The One Big Beautiful Bill Breakdown: Section 179
Section 179 expensing allows businesses to expense personal property and certain qualified real property, with the goal of incentivizing businesses to invest in capital expenditures and keep growing. Section 179 is a flexible, targeted deduction that allows businesses to choose which assets to deduct right away, up to a set limit, and is limited to taxable income.
The Previous Tax Law
Under the Tax Cuts and Jobs Act (TCJA) of 2017, for property placed in service in tax years beginning in 2018 and beyond, Section 179 permitted a maximum deduction of $1 million with a phase-out threshold of $2.5 million.

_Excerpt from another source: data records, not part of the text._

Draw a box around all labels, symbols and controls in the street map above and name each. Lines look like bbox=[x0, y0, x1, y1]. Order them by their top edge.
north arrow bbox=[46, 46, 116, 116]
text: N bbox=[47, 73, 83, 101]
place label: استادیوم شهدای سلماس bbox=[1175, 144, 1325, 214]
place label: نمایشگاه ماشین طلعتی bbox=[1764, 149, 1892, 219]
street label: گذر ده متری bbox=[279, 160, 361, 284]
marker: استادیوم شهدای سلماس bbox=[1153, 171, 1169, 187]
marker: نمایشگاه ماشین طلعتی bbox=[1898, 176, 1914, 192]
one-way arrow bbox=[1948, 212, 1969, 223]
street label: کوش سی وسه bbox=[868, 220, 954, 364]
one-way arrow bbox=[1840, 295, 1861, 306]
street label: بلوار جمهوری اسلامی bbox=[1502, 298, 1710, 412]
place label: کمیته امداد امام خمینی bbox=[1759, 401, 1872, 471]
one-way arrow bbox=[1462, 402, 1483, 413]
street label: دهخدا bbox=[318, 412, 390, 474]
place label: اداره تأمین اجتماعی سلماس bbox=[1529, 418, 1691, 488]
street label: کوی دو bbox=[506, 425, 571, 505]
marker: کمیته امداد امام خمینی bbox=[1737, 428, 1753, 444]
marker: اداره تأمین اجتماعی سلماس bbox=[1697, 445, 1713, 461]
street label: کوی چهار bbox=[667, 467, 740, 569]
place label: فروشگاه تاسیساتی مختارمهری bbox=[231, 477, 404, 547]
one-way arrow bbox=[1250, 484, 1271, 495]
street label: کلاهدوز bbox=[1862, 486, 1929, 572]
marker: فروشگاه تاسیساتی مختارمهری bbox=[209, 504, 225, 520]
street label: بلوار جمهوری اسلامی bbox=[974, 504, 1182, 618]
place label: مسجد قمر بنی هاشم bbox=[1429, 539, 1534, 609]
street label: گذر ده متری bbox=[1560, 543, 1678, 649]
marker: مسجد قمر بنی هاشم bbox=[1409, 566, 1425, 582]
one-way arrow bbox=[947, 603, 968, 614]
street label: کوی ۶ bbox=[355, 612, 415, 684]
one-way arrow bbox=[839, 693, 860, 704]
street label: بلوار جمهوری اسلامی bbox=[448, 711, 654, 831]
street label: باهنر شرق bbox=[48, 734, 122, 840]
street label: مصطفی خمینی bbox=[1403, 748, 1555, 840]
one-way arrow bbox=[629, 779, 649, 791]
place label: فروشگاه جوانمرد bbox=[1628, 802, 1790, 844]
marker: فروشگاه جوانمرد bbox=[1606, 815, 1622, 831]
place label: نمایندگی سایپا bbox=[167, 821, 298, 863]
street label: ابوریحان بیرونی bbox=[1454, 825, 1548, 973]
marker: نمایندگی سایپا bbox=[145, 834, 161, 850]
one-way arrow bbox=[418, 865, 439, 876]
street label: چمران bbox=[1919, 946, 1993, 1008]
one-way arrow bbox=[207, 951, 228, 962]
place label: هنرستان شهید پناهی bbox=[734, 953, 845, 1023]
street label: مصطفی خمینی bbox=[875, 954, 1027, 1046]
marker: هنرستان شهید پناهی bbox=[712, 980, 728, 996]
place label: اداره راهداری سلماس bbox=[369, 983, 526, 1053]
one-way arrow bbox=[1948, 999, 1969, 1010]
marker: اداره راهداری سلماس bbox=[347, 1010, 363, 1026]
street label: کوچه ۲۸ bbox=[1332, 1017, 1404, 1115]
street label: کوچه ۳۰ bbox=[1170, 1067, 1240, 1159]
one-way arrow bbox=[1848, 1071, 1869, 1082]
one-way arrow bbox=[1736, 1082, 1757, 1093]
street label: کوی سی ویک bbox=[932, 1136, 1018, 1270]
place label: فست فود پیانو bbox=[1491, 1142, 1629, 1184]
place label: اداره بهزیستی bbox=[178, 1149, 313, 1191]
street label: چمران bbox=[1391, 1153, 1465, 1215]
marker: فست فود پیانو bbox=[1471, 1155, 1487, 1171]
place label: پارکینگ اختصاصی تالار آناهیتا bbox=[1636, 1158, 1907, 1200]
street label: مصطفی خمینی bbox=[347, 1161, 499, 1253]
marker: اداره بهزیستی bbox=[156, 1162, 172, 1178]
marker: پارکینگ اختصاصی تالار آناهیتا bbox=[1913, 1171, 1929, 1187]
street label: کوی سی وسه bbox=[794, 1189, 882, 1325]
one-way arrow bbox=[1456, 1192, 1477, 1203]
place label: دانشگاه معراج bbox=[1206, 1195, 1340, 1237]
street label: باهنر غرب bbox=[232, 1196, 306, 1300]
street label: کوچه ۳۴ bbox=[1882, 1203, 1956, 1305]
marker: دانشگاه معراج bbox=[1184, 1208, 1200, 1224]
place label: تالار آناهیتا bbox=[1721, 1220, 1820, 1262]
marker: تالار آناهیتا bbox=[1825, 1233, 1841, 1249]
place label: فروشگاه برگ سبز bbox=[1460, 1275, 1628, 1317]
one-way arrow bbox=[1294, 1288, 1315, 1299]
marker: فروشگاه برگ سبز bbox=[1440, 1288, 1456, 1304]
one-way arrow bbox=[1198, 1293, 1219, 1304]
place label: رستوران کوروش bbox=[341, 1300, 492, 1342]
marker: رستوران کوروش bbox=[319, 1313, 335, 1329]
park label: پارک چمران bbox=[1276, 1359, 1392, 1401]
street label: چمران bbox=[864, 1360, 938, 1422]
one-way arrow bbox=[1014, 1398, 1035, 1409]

These limits were indexed for inflation, and by 2025, these limits had increased to a $1.25 million deduction and a $3.13 million phase-out threshold, with the deduction fully eliminated once purchases exceeded $4.38 million.
New and Final Law Under the One Big Beautiful Bill
The bill makes Section 179 expensing permanent and doubles the maximum deduction to $2.5 million with a phase-out threshold of $4 million in equipment purchases. The increased limits apply to property placed in service in taxable years beginning after December 31, 2024.
These limits will continue to be adjusted for inflation. In addition, previous tax law changes that expanded the definition of property eligible for Section 179 expensing were made permanent.
What It Means for You
The ability to elect out of bonus depreciation and use Section 179 selectively provides valuable flexibility for managing taxable income across entities or years. However, it’s essential to discuss this strategy with your tax advisor to ensure optimal planning.
It’s also important to remember that state conformity varies. Business owners operating in multiple states should consult your tax advisor to understand how these deductions will be treated at the state level.